Magnet links for whole folders

Add your feature request here

Magnet links for whole folders

Postby jotab » 07 Dec 2011, 12:50

I have an idea that would expand the possibilities for DC++ quite a bit.

If we were able to create magnet links (or similar) for whole folders and import and export these into dc++, it would be possible to create databases of original releases. One possible use is that you connect a database, that has matched these magnets to imdb id's, you would be able to browse imdb and just give dc the imdb id and you would be able to download the release. Another possibility is that you make dc++ read an rss feed, and subscribe to fresh releases of a tv-series for example.

Let me know what you think about this. Best regards!
jotab
Beta Tester
 
Posts: 14
Joined: 19 Jun 2011, 22:53

Re: Magnet links for whole folders

Postby maksis » 07 Dec 2011, 13:53

I was about to write about this to my reply in the grouping thread but then I just got lazy :p

I noticed that the client already sends TTH values for folders with search (also in NMDC hubs). The bad thing is that the TTH values are pretty much random and aren't comparable. I haven't really understood yet that why are they even being sent since it also makes a bit trickier to add this kind of features because there is no way of knowing if the TTH is real one or just junk without adding a support flag for clients supporting it (or I don't know if the TTH could appromaximately be validated from the size)...

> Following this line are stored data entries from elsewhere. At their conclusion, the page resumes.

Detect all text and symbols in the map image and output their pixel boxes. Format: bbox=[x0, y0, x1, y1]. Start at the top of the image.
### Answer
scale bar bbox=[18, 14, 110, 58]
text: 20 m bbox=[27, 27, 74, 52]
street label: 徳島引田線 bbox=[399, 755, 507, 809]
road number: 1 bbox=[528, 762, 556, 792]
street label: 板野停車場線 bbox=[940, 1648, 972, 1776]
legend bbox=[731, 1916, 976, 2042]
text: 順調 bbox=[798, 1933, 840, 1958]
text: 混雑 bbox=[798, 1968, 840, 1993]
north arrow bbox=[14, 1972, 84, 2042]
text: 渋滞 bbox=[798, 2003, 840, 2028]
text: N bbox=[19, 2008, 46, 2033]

Creating the TTH itself is quite simple from each file in the directory. It will increase the resource usage a bit especially when refreshing the share but I'm not sure that how much would it really matter. But yeah I really think that this would be useful and it opens many other possibilities. For example all folder in the partial lists could also be matched from the TTH (and possibly be marked as partial dupe if only the folder name matches but the TTH doesn't).

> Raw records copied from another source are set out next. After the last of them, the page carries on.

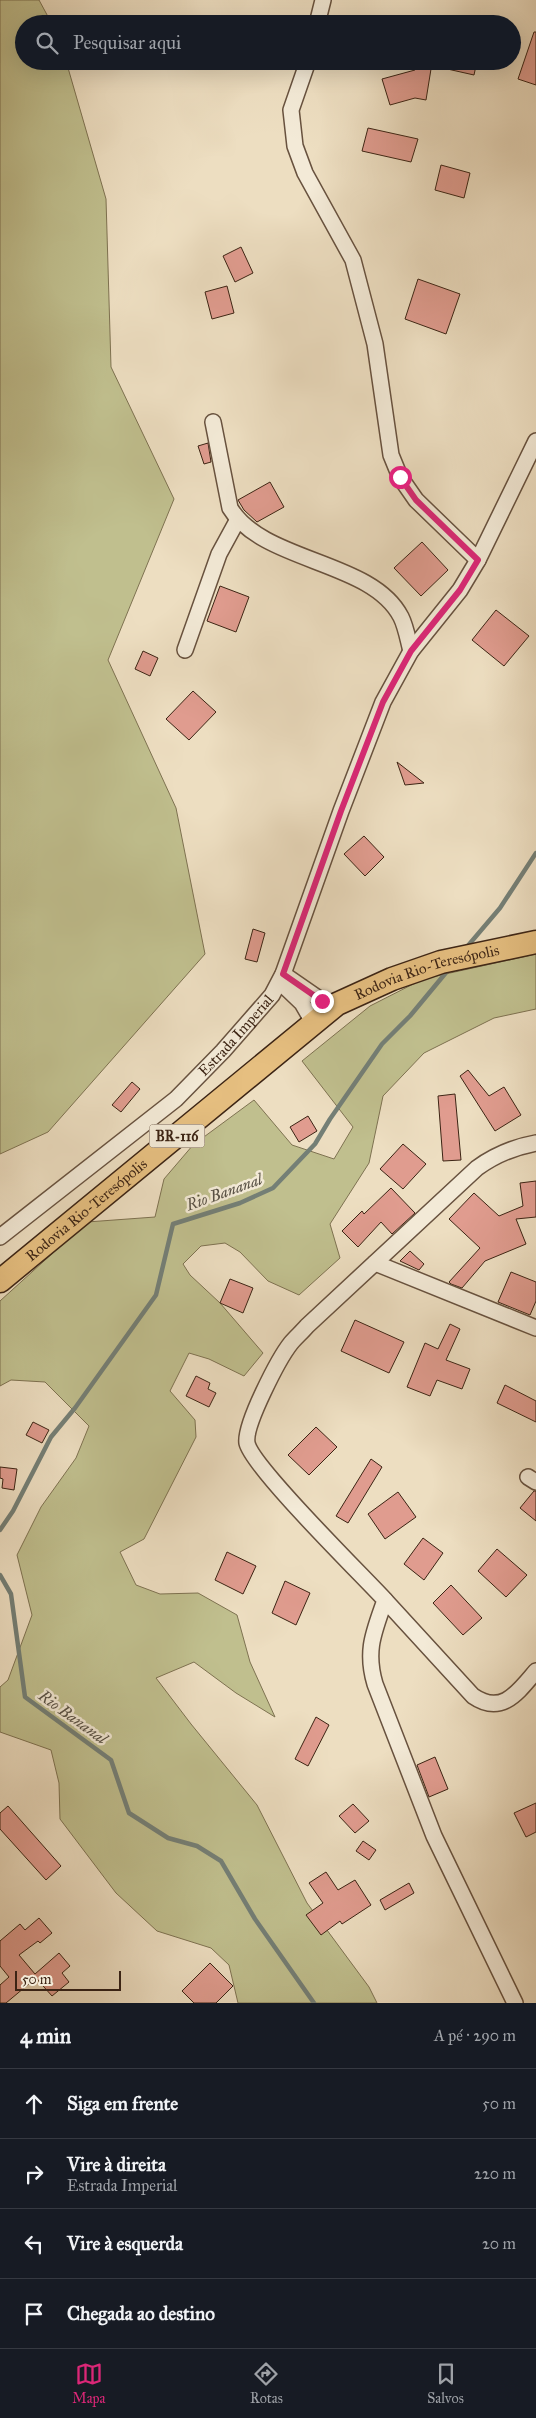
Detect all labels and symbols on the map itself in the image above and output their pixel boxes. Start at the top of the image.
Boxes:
route start [389,466,412,489]
street label: Rodovia Rio-Teresópolis [351,941,501,1004]
street label: Estrada Imperial [194,990,278,1080]
route end [311,990,334,1013]
road number: BR-116 [150,1124,204,1148]
street label: Rodovia Rio-Teresópolis [22,1155,151,1265]
water label: Rio Bananal [182,1169,266,1215]
water label: Rio Bananal [34,1685,112,1749]
scale bar [15,1968,121,1991]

AirDC 2.30 will already create a "bundle" to the download queue for each folder that is being downloaded from someone else, meaning that it could support such common TTH values for each bundle very easily. Neither the sharing part shouldn't require much new code. DC++ also seemed to have plans for TTH grouping but I'm not sure that what they are going to do with it. There were also some questions about the implementation, like should all files affect the TTH (for example the NFO files often have different TTH values that would change the TTH of the whole directory, as the downloaded packages aren't as standardized as for example with torrents). On the other hand, maybe the users would download more identical folders with this kind of feature, as choosing which files to pick for the TTH sounds a bit nasty solution.
User avatar
maksis
Site Admin
 
Posts: 816
Joined: 23 Nov 2010, 18:56

Re: Magnet links for whole folders

Postby jotab » 07 Dec 2011, 19:23

My idea was to create the "folder-magnet" by just creating a list of all the magnet links for the files in the folder, this way could cope with differing sfv and nfo files, as well as supporting downloading from users having only parts of the release.

The magnet-link-lists would be added directly to the download queue and dc would start searching for alternate locations (alternate to the 0 locations known). Another feature that would be awesome would be to have it read an rss feed of magnet-link-lists to download every new episode of a tv-series for example.

Best regards!
jotab
Beta Tester
 
Posts: 14
Joined: 19 Jun 2011, 22:53

Re: Magnet links for whole folders

Postby maksis » 07 Dec 2011, 20:50

In a folder with 200 files the link would be 20000+ chars long (more than 20 kilobytes). Such long link isn't suitable for being sent in chat or in any instant messaging program (as it will be cut). I also doubt that such links would be used in any RSS feed. Additionally, you couldn't even use regular magnet links because the folder structure also needs to be known.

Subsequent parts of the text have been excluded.